For each line below that includes the string "CALLE", show the whole line.

DATASET CONTENT
________________

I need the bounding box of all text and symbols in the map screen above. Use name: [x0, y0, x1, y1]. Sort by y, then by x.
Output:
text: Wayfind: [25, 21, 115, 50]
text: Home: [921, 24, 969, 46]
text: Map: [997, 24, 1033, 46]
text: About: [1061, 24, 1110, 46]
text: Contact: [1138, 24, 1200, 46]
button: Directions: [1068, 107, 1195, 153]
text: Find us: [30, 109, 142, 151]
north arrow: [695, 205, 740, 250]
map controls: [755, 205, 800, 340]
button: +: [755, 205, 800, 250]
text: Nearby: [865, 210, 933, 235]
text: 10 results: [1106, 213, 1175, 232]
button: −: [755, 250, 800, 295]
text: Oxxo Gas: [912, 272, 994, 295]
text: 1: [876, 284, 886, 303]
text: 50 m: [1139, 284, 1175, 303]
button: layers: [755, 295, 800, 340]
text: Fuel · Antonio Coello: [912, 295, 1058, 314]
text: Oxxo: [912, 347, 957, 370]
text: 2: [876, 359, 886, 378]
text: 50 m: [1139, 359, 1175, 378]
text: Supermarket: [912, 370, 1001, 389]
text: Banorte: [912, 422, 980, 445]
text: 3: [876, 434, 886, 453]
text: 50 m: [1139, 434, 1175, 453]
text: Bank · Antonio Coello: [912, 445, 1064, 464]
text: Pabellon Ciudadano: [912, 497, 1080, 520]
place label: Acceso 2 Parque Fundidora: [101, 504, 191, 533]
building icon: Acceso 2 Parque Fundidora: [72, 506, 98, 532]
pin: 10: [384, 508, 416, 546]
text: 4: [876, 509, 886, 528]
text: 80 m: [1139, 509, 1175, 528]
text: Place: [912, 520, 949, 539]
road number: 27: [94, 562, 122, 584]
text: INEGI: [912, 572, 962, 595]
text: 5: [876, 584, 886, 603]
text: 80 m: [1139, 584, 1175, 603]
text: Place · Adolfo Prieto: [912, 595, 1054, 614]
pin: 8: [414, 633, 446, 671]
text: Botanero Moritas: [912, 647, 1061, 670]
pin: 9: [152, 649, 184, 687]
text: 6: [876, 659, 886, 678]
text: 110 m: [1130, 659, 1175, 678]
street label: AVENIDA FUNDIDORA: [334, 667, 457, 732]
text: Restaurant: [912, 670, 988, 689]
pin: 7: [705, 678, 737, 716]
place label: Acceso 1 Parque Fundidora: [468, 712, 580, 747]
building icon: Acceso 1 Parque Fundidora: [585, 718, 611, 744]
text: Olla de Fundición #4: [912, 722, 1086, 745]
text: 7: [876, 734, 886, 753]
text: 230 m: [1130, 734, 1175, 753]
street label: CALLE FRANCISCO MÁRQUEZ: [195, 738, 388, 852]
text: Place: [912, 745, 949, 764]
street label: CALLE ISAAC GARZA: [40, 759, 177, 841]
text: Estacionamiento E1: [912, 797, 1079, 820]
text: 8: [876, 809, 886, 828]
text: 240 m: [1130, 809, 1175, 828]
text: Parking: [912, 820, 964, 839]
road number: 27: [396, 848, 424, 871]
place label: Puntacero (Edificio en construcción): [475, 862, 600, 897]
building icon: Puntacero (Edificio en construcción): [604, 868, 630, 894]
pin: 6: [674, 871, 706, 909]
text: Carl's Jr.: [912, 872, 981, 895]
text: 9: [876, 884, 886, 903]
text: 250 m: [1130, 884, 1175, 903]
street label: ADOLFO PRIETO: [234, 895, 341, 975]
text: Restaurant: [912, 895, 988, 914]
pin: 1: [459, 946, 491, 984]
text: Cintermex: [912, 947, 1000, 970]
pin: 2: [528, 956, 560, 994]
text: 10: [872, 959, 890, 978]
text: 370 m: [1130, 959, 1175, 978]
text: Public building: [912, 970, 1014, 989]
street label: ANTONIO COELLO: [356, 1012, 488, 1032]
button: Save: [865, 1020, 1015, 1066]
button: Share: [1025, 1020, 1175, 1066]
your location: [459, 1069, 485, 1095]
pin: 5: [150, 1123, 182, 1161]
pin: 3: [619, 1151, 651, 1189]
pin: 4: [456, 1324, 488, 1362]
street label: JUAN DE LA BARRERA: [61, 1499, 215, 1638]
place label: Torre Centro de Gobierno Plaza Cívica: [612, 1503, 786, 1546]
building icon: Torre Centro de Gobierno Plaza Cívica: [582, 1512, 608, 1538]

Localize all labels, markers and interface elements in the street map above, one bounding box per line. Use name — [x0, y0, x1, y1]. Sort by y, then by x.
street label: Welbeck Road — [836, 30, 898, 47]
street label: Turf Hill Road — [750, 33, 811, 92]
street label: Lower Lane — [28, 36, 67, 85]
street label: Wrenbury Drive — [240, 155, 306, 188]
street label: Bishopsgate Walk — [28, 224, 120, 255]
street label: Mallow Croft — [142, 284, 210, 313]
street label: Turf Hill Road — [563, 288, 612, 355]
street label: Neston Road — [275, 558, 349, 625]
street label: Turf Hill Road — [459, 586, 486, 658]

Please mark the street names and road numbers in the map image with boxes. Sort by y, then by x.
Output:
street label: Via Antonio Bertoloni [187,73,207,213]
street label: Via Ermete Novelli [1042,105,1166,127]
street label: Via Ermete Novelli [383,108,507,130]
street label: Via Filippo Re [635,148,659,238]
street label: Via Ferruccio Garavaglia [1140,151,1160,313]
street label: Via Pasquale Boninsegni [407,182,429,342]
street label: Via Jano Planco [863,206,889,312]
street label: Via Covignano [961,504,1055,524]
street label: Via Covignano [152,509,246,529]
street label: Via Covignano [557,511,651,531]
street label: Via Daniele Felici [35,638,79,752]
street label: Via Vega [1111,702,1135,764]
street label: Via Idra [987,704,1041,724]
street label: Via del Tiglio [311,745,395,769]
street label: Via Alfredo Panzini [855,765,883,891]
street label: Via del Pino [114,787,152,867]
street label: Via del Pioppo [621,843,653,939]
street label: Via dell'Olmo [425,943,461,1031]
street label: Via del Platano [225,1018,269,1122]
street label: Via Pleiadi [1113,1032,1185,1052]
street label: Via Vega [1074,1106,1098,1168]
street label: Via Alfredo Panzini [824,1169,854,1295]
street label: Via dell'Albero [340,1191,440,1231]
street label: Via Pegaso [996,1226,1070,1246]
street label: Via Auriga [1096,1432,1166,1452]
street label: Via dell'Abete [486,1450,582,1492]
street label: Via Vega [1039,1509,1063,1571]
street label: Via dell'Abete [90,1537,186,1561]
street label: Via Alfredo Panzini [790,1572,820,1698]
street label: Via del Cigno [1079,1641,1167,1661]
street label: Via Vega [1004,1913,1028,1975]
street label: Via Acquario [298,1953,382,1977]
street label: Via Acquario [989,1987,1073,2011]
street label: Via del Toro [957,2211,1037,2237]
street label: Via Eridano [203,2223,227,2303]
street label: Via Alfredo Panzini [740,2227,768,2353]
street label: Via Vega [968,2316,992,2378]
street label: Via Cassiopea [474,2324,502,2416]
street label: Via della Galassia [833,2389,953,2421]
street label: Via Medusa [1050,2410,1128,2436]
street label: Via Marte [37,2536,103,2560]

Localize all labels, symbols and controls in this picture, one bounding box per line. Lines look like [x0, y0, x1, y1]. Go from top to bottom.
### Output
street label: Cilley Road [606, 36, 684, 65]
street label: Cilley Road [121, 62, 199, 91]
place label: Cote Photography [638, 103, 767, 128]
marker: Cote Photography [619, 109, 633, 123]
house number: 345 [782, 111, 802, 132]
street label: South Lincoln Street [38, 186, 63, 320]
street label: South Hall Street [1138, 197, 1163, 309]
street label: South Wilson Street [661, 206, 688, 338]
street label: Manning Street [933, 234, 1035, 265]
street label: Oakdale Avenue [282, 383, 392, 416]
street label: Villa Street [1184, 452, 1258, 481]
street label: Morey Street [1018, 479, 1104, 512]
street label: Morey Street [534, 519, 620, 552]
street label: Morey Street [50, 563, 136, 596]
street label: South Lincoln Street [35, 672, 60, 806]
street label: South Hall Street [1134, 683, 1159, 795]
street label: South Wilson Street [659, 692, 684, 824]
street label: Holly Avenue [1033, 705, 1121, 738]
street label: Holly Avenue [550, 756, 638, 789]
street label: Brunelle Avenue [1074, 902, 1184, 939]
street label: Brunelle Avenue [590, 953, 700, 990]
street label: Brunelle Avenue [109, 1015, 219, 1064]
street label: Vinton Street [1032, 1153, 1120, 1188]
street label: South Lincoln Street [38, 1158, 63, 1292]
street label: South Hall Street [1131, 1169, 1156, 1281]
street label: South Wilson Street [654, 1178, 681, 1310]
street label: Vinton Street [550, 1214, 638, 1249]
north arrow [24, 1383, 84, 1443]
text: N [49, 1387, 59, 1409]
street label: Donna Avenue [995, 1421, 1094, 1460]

________________

ANSWER AREA
street label: CALLE FRANCISCO MÁRQUEZ: [195, 738, 388, 852]
street label: CALLE ISAAC GARZA: [40, 759, 177, 841]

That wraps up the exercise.